# Whatsit 2.15



## 480sparky (Feb 15, 2012)




----------



## HughGuessWho (Feb 15, 2012)

A rathchet handle


----------



## PixelRabbit (Feb 15, 2012)

That's some nice knurling! I'm on my iPod and it always gives me a connection error to see your full size img  
I'm going to take a flier on this one and say a dart barrel.


----------



## 2WheelPhoto (Feb 15, 2012)

file?


----------



## Aloicious (Feb 15, 2012)

HughGuessWho said:


> A rathchet handle



yeah, I think so too, it's got to be a small ratchet, something like 1/4" drive.


----------



## Chann (Feb 15, 2012)

Kho-i-nor drafting pencil grip?


----------



## Automagic (Feb 15, 2012)

Bench bar?
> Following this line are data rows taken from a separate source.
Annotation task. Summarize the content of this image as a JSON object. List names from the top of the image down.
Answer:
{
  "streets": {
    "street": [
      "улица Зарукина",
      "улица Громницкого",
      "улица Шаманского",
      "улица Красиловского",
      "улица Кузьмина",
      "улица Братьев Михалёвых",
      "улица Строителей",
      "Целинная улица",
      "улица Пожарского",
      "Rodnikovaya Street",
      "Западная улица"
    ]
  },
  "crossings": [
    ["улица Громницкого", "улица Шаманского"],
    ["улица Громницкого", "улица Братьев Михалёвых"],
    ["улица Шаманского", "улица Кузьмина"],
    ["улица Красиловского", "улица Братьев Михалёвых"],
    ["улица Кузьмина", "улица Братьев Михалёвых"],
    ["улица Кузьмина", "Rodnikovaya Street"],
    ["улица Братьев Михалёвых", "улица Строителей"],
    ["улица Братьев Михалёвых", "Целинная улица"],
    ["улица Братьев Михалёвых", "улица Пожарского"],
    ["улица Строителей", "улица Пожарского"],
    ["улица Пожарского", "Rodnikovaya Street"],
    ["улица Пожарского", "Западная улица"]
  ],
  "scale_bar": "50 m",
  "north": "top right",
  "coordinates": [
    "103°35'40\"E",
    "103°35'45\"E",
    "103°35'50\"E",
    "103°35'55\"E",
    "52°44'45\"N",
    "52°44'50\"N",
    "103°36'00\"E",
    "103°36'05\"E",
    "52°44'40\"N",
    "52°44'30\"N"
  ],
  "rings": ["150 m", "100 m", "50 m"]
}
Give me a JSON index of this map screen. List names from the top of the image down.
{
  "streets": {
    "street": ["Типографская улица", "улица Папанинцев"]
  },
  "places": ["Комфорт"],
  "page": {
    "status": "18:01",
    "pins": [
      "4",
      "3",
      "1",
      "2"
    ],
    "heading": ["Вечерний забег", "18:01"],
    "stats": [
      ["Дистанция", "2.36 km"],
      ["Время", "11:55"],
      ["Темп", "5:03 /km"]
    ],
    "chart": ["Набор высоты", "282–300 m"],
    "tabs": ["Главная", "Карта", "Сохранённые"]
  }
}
As in weight lifting. 

Sorry don't know the proper name


----------



## NickA (Feb 15, 2012)

Looks like shielding around audio/video cable.


----------



## nmoody (Feb 15, 2012)

It looks like a grip of some sort. Maybe a thumb screw?


----------



## shuttervelocity (Feb 15, 2012)

Automagic said:


> Bench bar? As in weight lifting.
> 
> Sorry don't know the proper name



yeah, a dumbell/barbell handle.


----------



## Judobreaker (Feb 15, 2012)

Could just as well be a handle of a punch (it's a tool) or a dart. ^^


----------



## davesnothere11 (Feb 15, 2012)

The handle of the dental probe you are using to lance your blister?


----------



## 480sparky (Feb 16, 2012)

Where in the world is Ron Evers?



Hint:  It is a handle.  But for what?


----------



## EIngerson (Feb 16, 2012)

HughGuessWho said:


> A rathchet handle



To this?


----------



## Josh66 (Feb 16, 2012)

480sparky said:


> Hint:  It is a handle.  But for what?


A tool.


----------



## dxqcanada (Feb 16, 2012)

480sparky said:


> Where in the world is Ron Evers?



Ron's hanging out in other forum site(s).


----------